───── Data supplied ─────

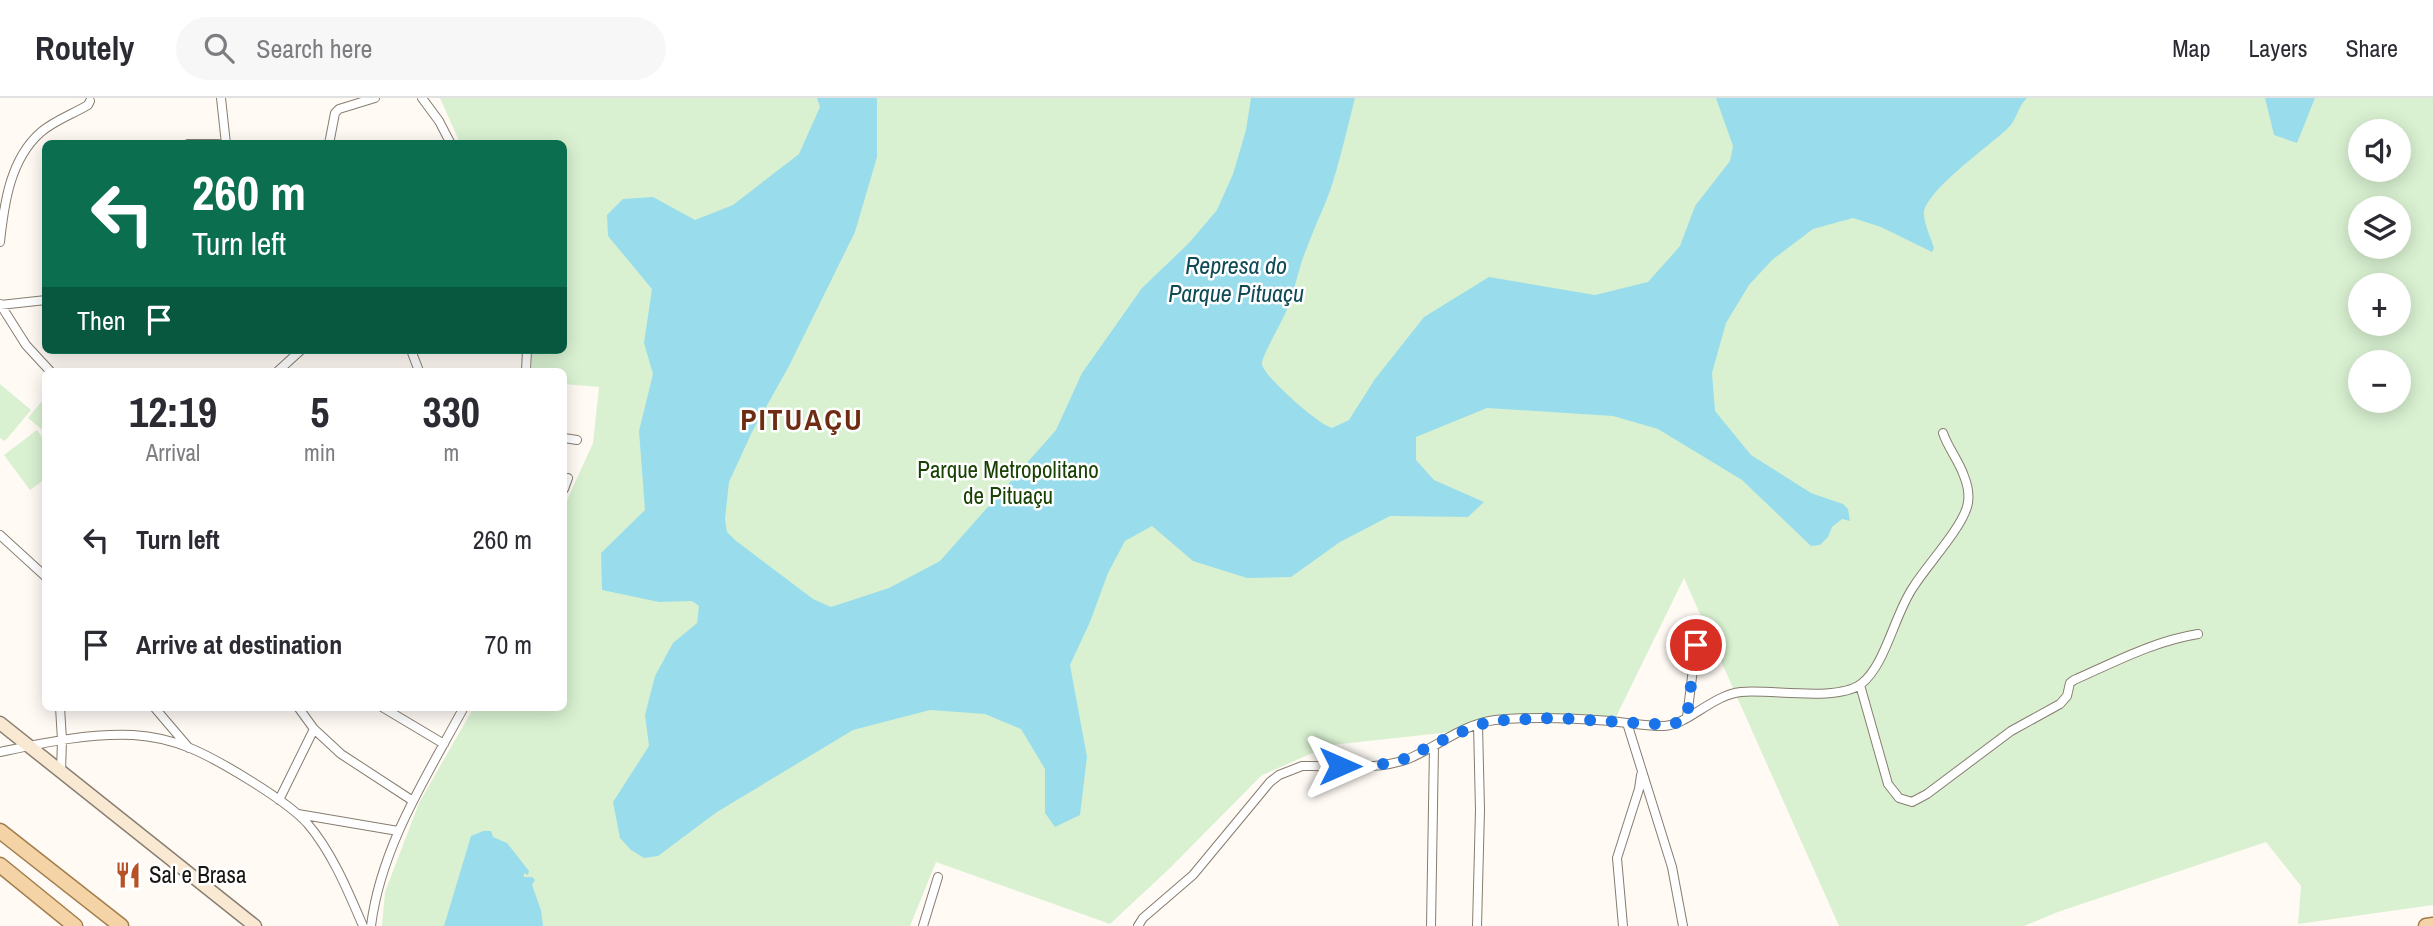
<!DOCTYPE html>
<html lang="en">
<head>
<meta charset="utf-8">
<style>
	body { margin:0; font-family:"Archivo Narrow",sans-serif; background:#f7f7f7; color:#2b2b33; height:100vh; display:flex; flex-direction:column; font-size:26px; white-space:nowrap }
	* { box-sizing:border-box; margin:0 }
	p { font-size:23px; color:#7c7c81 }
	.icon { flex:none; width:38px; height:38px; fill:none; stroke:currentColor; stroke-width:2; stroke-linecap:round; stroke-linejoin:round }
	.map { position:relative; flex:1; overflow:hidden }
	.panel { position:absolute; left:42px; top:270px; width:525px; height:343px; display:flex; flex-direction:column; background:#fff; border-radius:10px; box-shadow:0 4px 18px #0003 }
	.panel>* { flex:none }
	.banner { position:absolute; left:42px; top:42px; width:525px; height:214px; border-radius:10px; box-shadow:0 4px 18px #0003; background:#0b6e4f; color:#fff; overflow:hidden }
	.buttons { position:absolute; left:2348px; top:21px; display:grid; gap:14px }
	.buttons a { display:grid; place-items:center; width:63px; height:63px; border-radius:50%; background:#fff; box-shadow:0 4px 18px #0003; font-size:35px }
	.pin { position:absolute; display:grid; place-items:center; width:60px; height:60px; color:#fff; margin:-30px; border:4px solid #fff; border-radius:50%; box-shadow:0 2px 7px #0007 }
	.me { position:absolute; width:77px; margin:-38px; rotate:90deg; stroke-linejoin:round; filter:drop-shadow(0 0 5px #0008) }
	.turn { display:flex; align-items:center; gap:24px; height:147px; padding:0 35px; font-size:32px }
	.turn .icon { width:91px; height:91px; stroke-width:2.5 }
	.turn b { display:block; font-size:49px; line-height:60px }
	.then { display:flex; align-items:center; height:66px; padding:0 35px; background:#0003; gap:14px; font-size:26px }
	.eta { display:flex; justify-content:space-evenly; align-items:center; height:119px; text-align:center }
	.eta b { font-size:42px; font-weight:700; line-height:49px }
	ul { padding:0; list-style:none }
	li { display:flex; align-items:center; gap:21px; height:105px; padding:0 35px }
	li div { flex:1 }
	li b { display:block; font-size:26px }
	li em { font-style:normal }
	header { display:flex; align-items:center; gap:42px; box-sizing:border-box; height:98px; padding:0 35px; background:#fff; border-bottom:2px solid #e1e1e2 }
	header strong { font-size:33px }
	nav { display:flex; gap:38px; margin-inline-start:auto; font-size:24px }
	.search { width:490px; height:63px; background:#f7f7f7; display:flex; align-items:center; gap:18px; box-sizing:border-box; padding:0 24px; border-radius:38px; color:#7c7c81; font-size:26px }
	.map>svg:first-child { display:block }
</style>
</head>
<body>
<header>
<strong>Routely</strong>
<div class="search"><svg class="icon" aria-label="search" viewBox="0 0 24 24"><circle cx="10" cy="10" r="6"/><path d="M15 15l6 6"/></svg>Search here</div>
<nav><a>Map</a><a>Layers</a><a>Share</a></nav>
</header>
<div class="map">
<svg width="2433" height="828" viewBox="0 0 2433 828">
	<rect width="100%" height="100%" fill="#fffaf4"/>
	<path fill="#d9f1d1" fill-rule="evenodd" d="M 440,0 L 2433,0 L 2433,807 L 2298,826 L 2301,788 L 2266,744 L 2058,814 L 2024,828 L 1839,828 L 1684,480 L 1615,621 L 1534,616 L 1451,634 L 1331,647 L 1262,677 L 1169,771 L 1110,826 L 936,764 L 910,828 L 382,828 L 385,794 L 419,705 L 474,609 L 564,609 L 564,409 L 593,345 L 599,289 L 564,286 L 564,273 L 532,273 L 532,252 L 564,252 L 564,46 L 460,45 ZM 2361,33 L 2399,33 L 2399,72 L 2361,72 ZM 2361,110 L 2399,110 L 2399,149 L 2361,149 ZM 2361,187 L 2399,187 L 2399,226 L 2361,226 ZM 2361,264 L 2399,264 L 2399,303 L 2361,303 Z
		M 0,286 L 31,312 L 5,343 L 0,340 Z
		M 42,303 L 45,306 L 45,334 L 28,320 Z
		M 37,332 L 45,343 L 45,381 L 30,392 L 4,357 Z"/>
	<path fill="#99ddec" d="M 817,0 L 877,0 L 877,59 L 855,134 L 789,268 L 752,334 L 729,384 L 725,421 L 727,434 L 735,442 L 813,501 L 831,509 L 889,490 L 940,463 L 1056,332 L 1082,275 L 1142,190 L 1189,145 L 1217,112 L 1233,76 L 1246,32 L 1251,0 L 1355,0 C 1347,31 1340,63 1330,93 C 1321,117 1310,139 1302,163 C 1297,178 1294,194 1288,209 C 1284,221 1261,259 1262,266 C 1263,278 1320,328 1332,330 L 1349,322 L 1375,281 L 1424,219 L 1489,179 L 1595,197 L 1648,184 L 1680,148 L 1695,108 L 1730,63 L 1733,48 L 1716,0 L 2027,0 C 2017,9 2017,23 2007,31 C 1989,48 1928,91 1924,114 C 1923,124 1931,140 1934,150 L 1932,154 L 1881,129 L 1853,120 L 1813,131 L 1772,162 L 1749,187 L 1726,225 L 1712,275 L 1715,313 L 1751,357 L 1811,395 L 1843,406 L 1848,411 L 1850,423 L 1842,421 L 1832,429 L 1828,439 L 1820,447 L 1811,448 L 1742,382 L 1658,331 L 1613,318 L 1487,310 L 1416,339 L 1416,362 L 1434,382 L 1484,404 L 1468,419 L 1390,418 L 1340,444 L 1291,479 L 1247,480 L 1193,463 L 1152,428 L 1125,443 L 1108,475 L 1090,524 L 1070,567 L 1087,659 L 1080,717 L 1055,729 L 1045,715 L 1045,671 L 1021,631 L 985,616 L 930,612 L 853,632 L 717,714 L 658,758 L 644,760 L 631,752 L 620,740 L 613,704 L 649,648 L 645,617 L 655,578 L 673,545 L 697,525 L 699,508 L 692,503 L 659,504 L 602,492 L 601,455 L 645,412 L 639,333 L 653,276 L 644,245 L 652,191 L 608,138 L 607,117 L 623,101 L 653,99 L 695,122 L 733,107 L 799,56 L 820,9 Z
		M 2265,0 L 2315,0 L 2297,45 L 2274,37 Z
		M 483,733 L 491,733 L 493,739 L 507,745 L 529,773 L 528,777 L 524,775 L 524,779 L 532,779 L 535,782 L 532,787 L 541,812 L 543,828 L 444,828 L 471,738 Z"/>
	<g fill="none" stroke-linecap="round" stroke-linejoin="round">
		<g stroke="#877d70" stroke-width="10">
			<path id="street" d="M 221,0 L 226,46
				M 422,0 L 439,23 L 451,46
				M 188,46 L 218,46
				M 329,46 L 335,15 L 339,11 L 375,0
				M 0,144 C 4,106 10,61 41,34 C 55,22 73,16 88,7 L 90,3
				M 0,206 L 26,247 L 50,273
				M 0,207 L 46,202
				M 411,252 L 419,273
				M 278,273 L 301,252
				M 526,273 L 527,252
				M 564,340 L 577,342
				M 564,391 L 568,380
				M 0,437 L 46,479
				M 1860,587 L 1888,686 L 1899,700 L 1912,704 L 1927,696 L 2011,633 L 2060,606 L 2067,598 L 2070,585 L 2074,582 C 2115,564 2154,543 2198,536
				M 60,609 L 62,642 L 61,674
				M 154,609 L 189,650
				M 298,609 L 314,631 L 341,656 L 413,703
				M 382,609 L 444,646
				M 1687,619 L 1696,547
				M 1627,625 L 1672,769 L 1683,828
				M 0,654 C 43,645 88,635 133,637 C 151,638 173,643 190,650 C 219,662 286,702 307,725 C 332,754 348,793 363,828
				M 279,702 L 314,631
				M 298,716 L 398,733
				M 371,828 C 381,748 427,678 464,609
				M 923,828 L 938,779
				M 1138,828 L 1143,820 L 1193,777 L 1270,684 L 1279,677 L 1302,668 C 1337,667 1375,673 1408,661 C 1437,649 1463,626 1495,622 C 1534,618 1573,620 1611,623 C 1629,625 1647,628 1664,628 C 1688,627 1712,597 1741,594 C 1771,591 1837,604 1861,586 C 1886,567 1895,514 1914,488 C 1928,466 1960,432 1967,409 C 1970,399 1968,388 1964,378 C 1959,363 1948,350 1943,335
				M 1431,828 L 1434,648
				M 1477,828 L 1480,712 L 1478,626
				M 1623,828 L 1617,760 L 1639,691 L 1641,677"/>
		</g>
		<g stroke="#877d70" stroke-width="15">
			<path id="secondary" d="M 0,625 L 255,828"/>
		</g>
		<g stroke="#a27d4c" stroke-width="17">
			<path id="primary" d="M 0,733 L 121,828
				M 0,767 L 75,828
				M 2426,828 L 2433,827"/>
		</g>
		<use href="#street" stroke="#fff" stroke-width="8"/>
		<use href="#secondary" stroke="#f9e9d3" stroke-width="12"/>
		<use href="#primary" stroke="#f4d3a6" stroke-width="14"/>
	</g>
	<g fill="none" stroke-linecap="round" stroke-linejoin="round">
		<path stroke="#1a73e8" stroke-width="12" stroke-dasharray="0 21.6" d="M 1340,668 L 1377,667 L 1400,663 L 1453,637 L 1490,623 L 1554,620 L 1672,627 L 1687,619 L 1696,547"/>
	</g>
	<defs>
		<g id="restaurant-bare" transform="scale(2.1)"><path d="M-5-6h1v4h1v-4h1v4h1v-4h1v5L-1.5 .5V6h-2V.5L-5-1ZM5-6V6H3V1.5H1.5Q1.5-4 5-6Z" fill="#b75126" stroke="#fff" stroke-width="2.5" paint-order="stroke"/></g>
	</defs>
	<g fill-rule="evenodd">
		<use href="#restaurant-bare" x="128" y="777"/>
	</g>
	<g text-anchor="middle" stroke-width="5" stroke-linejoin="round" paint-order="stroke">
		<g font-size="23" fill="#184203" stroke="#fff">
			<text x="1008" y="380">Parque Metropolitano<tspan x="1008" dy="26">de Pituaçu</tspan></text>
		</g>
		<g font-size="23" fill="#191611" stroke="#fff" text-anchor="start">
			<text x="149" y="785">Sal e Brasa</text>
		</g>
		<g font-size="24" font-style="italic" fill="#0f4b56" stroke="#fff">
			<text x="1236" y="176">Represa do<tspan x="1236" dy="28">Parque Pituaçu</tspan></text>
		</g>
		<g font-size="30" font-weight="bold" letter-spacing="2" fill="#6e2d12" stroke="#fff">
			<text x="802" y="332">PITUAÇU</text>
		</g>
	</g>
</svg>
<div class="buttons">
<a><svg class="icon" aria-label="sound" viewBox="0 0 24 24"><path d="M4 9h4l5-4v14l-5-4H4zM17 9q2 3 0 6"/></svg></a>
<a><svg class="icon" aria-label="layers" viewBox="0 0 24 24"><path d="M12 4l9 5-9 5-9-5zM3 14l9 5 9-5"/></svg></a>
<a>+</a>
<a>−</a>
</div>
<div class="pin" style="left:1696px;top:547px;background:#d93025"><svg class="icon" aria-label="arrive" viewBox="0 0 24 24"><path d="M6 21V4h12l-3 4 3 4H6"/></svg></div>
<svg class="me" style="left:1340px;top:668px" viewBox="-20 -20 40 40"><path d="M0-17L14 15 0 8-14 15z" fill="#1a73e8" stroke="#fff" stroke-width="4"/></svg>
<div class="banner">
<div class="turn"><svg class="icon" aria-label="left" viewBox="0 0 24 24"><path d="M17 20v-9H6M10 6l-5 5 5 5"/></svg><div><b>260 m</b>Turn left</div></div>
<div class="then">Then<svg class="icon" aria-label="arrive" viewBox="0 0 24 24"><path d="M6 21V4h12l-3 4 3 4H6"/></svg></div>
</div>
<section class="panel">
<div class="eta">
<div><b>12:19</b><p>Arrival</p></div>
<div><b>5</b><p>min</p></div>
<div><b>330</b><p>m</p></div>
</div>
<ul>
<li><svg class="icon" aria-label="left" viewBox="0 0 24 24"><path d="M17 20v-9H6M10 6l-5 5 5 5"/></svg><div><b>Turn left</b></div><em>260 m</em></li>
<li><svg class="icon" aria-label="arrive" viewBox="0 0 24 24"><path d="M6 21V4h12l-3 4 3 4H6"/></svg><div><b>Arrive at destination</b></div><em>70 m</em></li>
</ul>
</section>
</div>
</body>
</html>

─────

Could you repeat, exactly and with nothing added, the lines from the top of the entries above through the line that holds "position:relative; flex:1; overflow:hidden", leaving out any pictures?

<!DOCTYPE html>
<html lang="en">
<head>
<meta charset="utf-8">
<style>
	body { margin:0; font-family:"Archivo Narrow",sans-serif; background:#f7f7f7; color:#2b2b33; height:100vh; display:flex; flex-direction:column; font-size:26px; white-space:nowrap }
	* { box-sizing:border-box; margin:0 }
	p { font-size:23px; color:#7c7c81 }
	.icon { flex:none; width:38px; height:38px; fill:none; stroke:currentColor; stroke-width:2; stroke-linecap:round; stroke-linejoin:round }
	.map { position:relative; flex:1; overflow:hidden }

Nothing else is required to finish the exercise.